*** Begin section ***

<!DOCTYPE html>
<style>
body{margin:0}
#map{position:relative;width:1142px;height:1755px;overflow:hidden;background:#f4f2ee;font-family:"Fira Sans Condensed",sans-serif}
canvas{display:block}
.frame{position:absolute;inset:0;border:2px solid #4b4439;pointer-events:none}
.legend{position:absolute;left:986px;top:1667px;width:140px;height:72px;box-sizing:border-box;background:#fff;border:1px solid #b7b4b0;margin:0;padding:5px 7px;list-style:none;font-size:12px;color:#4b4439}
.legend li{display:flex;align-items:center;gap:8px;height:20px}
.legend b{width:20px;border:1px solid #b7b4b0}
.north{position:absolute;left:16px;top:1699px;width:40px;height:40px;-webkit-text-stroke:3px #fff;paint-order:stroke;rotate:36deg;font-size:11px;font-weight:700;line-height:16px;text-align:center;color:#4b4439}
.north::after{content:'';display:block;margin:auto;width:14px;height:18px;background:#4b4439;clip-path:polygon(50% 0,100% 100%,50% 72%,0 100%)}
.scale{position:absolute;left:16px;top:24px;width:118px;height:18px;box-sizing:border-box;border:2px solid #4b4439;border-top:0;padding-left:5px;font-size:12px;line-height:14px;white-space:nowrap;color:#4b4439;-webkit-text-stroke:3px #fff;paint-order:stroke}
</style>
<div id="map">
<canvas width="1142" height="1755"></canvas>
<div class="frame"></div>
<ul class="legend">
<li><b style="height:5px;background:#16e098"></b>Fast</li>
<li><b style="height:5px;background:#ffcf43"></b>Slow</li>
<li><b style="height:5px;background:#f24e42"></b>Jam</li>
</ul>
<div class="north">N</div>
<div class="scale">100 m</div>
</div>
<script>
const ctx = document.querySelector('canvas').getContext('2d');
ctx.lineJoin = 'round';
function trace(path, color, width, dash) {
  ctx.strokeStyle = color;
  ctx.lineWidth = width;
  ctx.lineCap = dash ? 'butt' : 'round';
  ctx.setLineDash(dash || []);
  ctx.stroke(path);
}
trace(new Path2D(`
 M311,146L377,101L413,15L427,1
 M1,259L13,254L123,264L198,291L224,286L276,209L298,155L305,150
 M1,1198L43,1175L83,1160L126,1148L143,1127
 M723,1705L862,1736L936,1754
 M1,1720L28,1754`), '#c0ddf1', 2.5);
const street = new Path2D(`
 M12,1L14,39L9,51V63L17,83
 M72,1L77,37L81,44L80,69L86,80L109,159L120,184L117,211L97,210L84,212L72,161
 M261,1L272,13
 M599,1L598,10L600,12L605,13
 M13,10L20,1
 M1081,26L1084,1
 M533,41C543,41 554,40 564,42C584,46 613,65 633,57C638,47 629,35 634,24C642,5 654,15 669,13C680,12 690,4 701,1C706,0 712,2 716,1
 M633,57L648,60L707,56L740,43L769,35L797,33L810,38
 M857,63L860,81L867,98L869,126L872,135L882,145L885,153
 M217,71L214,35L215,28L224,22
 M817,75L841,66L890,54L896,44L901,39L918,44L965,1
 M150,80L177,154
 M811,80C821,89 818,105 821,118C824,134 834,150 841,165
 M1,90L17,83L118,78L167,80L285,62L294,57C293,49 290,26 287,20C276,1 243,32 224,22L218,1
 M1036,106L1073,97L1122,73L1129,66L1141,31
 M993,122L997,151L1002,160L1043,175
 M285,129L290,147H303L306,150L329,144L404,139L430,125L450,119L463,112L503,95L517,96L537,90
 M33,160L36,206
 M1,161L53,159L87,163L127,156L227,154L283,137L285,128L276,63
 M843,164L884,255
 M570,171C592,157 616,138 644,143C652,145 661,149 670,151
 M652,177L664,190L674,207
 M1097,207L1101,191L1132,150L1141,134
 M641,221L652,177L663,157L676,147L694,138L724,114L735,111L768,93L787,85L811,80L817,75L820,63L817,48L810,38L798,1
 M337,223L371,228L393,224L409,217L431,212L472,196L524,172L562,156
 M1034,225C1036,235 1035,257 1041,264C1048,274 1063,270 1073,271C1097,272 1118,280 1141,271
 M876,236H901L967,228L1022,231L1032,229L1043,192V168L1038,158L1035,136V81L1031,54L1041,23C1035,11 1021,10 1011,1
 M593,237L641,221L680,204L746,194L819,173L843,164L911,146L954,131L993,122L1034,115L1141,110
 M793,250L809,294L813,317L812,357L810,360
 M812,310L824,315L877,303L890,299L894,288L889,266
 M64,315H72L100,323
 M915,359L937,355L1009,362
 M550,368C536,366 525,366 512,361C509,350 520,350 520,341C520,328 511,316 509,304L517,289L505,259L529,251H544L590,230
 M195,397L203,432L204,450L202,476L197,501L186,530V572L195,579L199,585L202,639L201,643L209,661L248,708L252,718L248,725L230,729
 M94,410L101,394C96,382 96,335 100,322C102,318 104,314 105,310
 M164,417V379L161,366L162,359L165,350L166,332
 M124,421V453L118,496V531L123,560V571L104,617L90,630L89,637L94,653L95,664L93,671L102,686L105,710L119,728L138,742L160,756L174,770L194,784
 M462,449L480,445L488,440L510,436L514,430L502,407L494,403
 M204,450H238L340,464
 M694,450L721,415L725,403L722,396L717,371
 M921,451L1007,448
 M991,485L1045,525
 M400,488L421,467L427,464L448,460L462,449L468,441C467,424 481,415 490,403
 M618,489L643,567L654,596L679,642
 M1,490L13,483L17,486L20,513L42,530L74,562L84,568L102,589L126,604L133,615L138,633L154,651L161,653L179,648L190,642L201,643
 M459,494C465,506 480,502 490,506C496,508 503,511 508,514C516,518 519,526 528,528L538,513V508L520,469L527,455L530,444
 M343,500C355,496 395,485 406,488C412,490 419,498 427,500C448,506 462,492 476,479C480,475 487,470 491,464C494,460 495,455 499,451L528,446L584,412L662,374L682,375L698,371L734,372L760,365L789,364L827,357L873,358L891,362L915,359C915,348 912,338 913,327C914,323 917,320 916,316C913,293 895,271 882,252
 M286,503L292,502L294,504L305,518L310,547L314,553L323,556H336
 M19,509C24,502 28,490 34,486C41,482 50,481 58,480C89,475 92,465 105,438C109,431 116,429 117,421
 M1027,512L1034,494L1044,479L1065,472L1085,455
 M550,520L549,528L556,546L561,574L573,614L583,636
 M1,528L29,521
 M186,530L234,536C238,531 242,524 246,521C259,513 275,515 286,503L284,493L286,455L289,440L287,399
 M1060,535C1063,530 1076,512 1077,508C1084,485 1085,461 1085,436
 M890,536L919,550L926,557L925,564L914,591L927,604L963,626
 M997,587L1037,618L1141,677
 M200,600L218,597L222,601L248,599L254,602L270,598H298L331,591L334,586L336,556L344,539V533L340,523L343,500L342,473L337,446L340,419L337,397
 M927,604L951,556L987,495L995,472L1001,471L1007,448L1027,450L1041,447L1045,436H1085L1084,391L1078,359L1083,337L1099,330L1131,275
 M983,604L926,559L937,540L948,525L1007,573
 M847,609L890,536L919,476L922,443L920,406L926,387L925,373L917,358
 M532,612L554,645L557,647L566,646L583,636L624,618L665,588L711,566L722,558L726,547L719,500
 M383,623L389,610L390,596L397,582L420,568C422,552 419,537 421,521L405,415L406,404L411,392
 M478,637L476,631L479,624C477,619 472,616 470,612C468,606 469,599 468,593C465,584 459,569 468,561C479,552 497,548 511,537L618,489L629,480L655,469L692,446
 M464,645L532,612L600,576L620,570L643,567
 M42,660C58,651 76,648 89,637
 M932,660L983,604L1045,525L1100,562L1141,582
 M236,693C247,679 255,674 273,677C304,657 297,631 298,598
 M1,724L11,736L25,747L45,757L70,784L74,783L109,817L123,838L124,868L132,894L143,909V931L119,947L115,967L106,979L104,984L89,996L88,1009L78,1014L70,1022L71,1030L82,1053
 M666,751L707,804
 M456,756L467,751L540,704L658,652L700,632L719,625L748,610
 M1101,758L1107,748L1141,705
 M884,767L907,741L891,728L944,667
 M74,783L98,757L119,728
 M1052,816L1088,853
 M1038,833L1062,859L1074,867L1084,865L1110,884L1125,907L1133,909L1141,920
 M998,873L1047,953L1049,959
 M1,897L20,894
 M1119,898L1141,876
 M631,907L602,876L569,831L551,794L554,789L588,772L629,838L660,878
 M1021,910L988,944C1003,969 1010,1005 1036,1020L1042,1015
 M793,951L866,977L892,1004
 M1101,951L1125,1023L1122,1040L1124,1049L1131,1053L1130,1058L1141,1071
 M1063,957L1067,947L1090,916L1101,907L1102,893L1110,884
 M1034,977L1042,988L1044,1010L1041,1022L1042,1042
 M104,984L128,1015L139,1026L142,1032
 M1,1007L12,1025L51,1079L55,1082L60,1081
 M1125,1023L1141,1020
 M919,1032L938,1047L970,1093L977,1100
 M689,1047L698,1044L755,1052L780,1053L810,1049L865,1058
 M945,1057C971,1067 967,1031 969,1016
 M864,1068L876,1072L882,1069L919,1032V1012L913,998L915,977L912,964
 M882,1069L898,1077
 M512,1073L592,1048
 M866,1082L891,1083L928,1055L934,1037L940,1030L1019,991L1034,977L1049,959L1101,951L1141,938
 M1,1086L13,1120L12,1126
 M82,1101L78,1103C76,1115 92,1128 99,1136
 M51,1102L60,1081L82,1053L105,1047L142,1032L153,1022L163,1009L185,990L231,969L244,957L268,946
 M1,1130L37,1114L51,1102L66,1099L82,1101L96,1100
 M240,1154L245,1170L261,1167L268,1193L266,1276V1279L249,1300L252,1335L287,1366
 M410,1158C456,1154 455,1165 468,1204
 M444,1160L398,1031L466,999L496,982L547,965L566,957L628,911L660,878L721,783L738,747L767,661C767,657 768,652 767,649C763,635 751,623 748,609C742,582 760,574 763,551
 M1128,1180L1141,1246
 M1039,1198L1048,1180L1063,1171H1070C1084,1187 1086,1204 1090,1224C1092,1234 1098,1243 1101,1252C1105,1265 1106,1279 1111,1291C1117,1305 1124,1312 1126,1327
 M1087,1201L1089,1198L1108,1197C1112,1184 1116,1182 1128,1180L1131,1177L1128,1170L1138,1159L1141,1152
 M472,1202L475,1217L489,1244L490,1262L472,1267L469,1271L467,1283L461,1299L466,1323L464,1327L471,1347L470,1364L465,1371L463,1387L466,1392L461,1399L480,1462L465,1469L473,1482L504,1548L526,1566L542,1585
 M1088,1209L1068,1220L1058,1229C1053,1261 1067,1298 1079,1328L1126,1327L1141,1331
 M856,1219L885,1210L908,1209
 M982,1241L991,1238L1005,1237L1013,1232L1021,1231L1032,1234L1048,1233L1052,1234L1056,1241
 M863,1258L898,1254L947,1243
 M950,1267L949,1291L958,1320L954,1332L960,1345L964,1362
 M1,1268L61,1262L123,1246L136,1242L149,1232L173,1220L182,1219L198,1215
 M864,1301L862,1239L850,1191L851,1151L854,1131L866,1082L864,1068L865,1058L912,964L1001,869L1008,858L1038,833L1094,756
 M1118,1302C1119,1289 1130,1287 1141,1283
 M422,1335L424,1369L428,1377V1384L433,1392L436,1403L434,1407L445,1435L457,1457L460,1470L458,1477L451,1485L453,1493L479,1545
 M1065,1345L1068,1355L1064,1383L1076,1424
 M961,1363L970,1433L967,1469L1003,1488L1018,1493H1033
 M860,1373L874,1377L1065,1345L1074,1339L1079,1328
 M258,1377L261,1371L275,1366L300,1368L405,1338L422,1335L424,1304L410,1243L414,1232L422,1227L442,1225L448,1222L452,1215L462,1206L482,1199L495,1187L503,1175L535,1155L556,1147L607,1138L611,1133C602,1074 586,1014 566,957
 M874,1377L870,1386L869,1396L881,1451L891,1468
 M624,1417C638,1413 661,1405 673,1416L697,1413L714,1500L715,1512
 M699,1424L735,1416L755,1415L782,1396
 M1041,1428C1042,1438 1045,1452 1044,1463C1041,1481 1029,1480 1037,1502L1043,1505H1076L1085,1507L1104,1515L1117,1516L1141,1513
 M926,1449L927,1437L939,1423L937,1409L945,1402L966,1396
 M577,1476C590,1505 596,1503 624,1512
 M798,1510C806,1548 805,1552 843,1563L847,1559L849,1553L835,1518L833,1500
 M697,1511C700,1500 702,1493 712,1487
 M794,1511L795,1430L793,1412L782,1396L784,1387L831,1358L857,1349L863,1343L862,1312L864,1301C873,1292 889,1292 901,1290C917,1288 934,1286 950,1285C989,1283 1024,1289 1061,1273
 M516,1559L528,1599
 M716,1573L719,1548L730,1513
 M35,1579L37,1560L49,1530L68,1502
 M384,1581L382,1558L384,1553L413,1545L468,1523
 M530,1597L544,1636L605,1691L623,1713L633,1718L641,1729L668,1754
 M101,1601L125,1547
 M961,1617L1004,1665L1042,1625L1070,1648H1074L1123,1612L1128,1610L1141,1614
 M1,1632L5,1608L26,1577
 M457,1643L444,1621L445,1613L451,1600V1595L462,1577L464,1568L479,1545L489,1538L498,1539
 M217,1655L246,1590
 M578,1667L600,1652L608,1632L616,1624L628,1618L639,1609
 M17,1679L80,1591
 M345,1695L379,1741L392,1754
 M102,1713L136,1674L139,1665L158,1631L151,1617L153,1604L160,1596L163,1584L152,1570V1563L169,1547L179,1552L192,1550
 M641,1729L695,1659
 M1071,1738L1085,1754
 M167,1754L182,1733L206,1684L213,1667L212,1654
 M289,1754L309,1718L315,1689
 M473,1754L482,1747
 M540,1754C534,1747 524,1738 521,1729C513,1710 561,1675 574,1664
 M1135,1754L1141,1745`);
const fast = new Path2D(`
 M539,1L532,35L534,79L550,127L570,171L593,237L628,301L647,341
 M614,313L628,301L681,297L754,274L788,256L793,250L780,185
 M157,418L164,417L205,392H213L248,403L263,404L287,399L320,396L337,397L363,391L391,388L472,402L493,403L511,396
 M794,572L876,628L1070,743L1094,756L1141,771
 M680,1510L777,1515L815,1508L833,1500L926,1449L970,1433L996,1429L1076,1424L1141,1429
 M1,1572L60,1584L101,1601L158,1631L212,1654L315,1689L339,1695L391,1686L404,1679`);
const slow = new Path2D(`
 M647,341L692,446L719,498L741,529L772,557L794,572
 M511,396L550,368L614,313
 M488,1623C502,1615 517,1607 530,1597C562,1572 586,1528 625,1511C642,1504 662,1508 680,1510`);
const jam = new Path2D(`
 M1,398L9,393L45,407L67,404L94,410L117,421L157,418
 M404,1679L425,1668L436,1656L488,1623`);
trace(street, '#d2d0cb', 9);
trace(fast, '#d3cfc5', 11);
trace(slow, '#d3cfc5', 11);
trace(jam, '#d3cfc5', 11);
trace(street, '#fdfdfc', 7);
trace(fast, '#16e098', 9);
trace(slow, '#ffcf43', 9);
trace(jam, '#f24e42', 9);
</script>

*** End section ***

> Your task
Wherever a line in the data above holds "canvas", copy that line.

> Your response
canvas{display:block}
<canvas width="1142" height="1755"></canvas>
const ctx = document.querySelector('canvas').getContext('2d');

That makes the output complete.